== PROBLEM REQUIREMENTS ==
Look through the records below and copy each line that includes the word "align".

== RECORDS FOR THIS EXERCISE ==
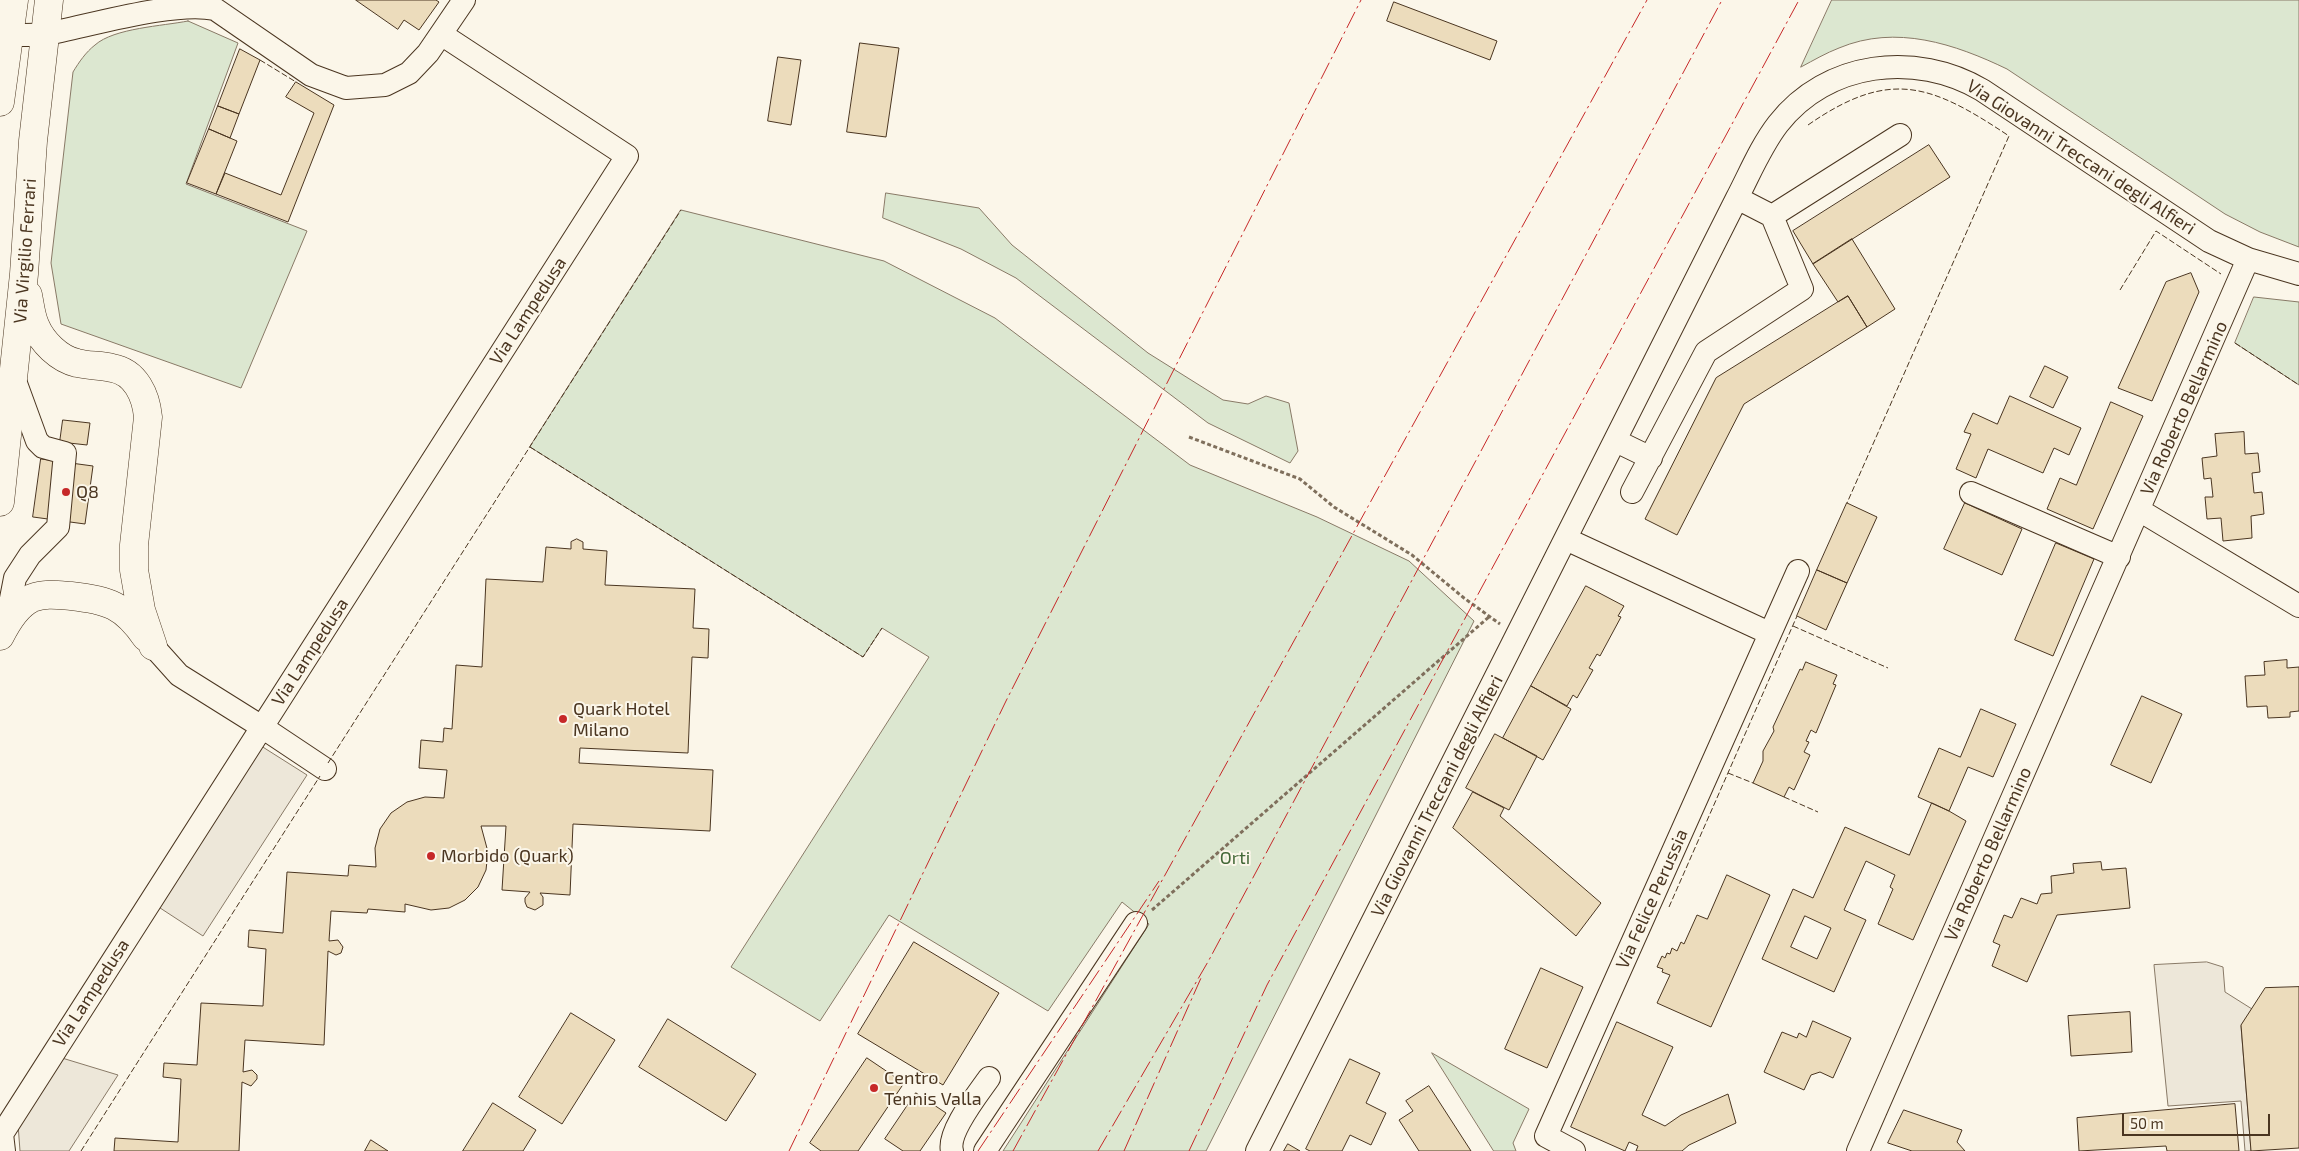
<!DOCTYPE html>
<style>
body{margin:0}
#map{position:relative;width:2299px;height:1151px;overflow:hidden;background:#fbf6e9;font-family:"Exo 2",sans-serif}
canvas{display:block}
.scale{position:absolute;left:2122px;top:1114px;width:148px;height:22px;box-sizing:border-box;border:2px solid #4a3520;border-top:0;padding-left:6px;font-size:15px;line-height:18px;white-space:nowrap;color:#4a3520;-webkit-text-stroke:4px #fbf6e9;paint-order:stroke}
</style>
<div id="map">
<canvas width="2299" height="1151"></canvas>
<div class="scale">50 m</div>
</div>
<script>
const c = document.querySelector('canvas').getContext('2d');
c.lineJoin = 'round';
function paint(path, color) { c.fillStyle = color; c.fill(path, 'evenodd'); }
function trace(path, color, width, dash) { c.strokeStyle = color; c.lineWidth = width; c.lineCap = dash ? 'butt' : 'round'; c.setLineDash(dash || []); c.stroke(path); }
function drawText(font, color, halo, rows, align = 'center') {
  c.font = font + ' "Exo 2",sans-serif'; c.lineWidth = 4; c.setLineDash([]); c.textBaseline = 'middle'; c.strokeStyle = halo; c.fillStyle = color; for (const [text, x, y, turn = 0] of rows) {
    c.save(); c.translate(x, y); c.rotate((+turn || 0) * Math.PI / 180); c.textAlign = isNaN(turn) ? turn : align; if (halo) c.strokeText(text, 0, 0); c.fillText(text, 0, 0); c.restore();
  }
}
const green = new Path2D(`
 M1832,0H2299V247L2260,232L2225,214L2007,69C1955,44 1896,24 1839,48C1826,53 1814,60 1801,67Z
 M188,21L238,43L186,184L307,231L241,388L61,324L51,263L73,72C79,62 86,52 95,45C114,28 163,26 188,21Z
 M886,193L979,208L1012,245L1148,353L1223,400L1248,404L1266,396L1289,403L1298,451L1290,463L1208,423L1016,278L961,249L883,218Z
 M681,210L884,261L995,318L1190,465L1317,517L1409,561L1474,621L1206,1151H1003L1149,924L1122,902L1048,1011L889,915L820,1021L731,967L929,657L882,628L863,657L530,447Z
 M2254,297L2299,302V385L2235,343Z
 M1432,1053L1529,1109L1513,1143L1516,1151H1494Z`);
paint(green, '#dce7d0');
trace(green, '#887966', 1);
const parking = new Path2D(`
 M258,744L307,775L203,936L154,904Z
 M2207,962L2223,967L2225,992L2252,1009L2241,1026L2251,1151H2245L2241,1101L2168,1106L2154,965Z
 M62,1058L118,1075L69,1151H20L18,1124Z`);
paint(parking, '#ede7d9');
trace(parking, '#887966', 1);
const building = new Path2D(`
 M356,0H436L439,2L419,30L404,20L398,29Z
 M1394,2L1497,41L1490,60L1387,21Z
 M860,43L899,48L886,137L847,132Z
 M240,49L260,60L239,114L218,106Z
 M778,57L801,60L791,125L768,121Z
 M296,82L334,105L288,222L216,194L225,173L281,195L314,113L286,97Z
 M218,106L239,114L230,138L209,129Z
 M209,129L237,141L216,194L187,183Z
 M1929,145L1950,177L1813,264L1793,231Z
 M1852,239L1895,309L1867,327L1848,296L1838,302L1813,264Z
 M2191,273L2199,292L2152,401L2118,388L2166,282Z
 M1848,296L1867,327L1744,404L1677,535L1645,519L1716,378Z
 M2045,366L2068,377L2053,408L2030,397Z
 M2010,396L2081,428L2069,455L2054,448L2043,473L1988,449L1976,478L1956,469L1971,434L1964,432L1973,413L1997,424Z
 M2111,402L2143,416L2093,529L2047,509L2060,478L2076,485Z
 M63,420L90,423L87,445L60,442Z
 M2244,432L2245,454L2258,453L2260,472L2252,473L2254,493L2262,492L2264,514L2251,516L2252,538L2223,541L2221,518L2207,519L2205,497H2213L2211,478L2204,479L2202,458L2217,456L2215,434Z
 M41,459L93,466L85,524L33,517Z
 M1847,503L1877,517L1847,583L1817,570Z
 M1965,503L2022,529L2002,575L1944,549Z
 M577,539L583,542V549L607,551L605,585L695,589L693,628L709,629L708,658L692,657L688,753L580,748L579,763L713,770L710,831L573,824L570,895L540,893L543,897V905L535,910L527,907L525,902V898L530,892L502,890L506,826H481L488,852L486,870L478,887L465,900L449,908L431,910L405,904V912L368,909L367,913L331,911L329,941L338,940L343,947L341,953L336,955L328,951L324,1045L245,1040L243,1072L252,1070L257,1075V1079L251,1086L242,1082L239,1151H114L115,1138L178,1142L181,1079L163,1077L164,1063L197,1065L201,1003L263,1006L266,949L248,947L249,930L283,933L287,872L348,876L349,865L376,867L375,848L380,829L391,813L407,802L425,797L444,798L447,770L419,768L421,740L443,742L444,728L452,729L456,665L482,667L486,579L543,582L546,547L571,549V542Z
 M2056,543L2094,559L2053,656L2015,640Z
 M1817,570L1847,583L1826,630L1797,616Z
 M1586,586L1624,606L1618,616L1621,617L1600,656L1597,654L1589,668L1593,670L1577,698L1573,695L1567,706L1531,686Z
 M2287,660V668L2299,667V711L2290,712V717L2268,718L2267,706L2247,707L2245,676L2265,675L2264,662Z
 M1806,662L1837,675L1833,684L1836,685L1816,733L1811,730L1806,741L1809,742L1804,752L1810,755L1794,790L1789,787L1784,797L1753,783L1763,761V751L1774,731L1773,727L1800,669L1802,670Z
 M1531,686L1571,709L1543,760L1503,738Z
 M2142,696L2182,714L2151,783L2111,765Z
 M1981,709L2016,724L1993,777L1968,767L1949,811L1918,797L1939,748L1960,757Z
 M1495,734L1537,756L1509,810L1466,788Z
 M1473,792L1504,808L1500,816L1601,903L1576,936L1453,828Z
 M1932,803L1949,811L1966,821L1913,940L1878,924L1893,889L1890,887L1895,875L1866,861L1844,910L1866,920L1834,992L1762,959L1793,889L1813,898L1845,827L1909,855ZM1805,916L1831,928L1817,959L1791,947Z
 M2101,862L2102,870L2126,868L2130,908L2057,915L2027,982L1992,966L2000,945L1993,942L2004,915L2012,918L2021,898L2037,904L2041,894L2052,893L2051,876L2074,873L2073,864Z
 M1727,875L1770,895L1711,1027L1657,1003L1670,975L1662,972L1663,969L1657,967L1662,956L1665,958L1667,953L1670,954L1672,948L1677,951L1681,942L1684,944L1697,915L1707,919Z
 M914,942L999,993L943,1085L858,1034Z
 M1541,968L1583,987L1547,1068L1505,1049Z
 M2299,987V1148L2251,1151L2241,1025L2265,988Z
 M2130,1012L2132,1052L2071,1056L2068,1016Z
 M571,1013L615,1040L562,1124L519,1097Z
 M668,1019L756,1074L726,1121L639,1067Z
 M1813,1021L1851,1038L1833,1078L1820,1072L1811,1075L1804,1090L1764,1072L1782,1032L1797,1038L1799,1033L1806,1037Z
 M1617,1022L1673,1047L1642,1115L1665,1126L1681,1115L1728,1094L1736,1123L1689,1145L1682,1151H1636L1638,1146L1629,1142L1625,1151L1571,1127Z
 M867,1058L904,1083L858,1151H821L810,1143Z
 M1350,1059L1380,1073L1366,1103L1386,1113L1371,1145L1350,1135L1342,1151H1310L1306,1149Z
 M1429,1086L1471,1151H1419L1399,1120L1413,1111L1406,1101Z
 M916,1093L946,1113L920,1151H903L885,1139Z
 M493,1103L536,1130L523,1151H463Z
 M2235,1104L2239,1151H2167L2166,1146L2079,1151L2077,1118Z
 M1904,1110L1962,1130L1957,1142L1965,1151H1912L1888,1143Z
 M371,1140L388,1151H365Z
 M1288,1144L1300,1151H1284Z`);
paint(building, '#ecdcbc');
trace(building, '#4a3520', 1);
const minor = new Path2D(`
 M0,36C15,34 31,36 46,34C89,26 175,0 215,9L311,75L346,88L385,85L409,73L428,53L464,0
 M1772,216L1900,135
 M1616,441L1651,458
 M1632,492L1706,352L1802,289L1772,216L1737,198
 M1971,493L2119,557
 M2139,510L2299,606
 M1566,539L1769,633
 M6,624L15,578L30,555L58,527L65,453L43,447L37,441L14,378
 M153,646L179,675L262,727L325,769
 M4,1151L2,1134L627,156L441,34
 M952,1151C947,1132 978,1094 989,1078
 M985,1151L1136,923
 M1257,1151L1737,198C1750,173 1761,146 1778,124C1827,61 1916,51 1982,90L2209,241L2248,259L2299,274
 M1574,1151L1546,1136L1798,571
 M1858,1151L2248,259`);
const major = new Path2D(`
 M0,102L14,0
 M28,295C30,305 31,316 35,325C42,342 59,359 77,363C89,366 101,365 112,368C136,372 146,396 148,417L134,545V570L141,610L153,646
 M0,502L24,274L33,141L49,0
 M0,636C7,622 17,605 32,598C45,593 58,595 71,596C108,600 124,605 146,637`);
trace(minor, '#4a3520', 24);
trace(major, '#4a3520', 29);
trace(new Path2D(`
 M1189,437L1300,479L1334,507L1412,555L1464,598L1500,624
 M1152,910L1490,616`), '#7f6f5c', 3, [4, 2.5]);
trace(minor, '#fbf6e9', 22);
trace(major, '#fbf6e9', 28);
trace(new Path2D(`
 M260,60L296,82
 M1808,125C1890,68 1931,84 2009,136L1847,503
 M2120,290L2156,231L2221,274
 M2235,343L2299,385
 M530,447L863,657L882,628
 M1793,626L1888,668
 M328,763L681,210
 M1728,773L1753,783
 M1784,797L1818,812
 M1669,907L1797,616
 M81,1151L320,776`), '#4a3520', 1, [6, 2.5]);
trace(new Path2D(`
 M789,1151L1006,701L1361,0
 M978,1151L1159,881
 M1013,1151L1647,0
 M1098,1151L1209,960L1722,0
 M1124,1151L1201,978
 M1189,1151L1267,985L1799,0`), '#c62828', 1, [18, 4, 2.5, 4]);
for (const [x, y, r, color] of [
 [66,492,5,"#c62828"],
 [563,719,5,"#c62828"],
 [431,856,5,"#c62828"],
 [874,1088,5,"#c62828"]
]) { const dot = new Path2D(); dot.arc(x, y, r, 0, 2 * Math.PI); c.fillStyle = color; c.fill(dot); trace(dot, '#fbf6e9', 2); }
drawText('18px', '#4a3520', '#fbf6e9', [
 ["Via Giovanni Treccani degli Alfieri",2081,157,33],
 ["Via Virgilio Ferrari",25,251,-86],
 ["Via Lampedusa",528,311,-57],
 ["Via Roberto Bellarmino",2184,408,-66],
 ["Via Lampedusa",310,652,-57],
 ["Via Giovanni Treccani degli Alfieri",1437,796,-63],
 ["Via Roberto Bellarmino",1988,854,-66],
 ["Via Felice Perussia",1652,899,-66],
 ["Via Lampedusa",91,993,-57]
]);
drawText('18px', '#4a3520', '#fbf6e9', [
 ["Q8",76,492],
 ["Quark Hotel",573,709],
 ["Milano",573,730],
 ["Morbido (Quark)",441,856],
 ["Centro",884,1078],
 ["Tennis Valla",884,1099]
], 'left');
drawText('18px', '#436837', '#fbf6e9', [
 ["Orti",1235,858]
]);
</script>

== WRITTEN ANSWER ==
function drawText(font, color, halo, rows, align = 'center') {
    c.save(); c.translate(x, y); c.rotate((+turn || 0) * Math.PI / 180); c.textAlign = isNaN(turn) ? turn : align; if (halo) c.strokeText(text, 0, 0); c.fillText(text, 0, 0); c.restore();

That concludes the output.